▲イラスト=朝鮮デザインラボ・Midjourney

 海外サッカーを見るのが好きなファンは、北朝鮮の韓光成(ハン・グァンソン)選手のことを記憶している。2015年に英国ガーディアン紙が選ぶ「次世代のサッカー選手50人」に名を連ね、世界の注目を集めた。満18歳だった2017年にイタリアの1部リーグ・セリエAのカリアリに入団した。オーストリア・ブンデスリーガでプレーした朴光竜(パク・クァンリョン)、イタリア2部リーグ・セリエBでプレーした崔成赫(チェ・ソンヒョク)もいたが、韓光成の才能は別格だった。20歳でイタリア最高の名門、ユベントスに合流した。

 当時、韓光成は自身のインスタグラムに「夢はかなう!」と書き込んだ。
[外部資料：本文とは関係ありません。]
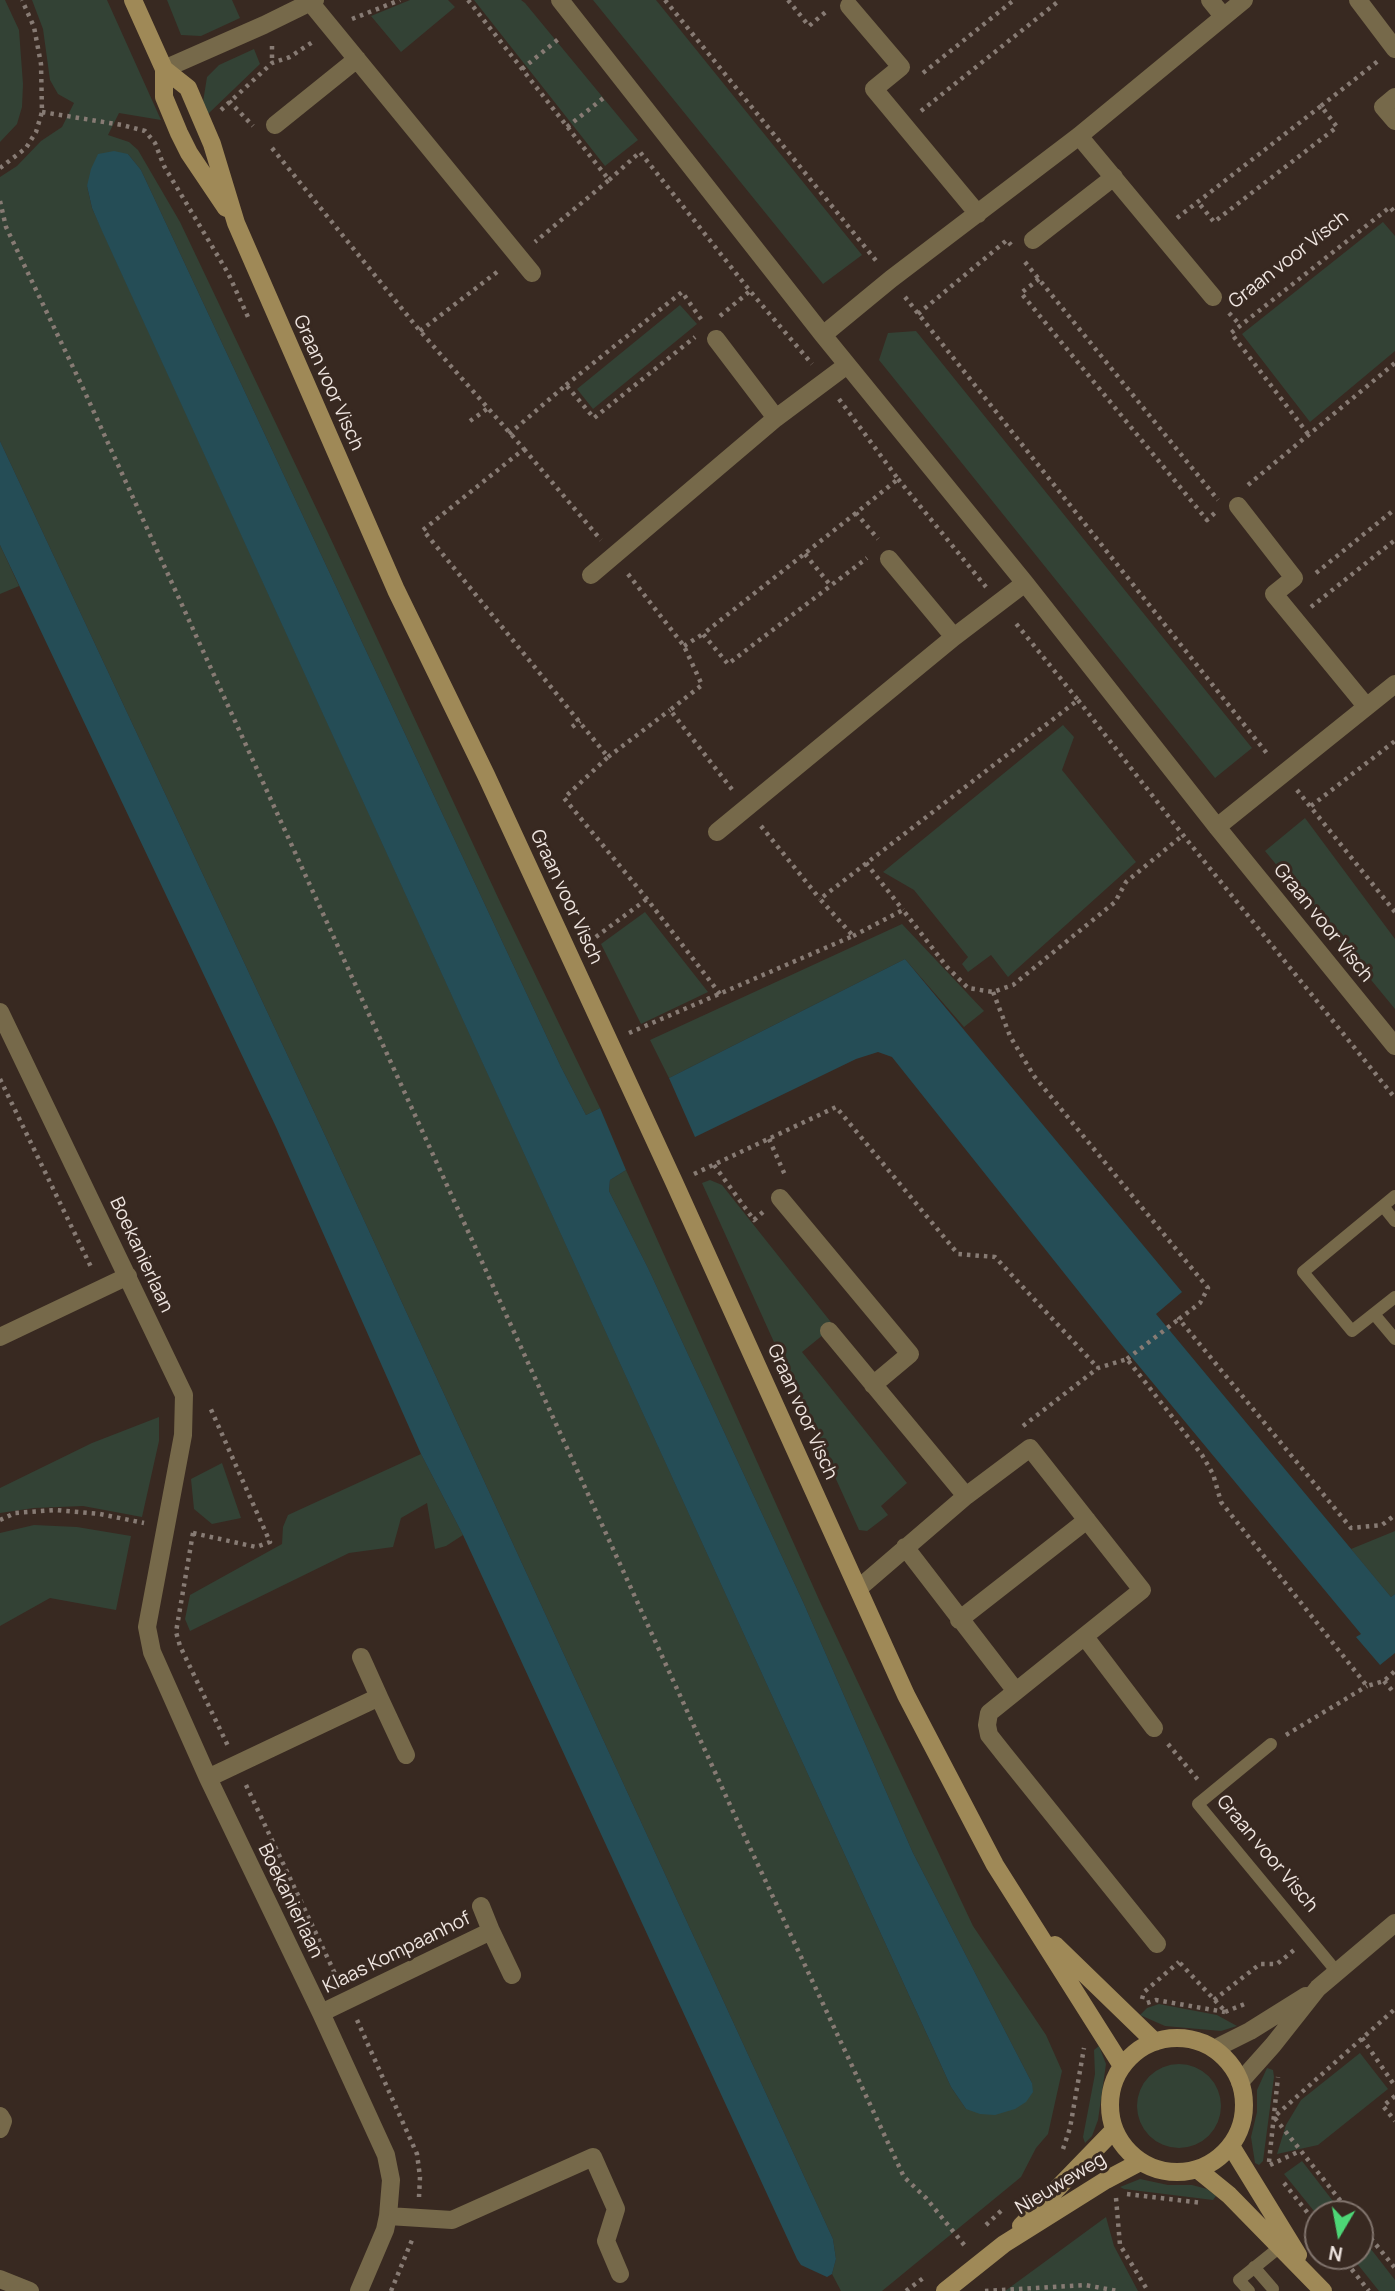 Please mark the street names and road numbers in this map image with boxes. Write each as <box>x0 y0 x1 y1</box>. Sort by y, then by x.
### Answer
street label: Graan voor Visch <box>1225 206 1353 314</box>
street label: Graan voor Visch <box>288 312 368 454</box>
street label: Graan voor Visch <box>525 826 607 968</box>
street label: Graan voor Visch <box>1268 859 1378 987</box>
street label: Boekanierlaan <box>104 1194 178 1316</box>
street label: Graan voor Visch <box>762 1341 842 1483</box>
street label: Graan voor Visch <box>1211 1791 1323 1917</box>
street label: Boekanierlaan <box>252 1840 328 1962</box>
street label: Klaas Kompaanhof <box>319 1907 475 1999</box>
street label: Nieuweweg <box>1012 2148 1110 2220</box>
2002年のワールドカップで韓国代表チームが掲げていた応援スローガンだった。韓光成は、韓国ファンの応援コメントにも誠意を尽くして答えた。「兄さん、もうちょっとがんばって、レアル・マドリードに行きましょう」というコメントに「ありがとう。もっと一生懸命やります!」と答えた。ほどなくしてこのアカウントは非公開となったが、その理由は分からない。

 韓光成の「欧州の夢」はそこで終わった。6カ月後、カタールのアル・ドゥハイルSCに突然送られた。ユベントスのU23(23歳以下)チームで20試合に出場するなどチャンスを得ていたところだったので、なおさら残念だったろう。年俸をたくさんもらえる中東でプレーせよという北朝鮮当局の意向があったのだろうと推測されている。海外でプレーするプロ選手の俸給は、北朝鮮の主な外貨獲得手段の一つだ。あるイタリア・メディアは「韓光成はカタール行きの飛行機で涙を流した。彼は欧州でのプレーを望んでいた」と記した。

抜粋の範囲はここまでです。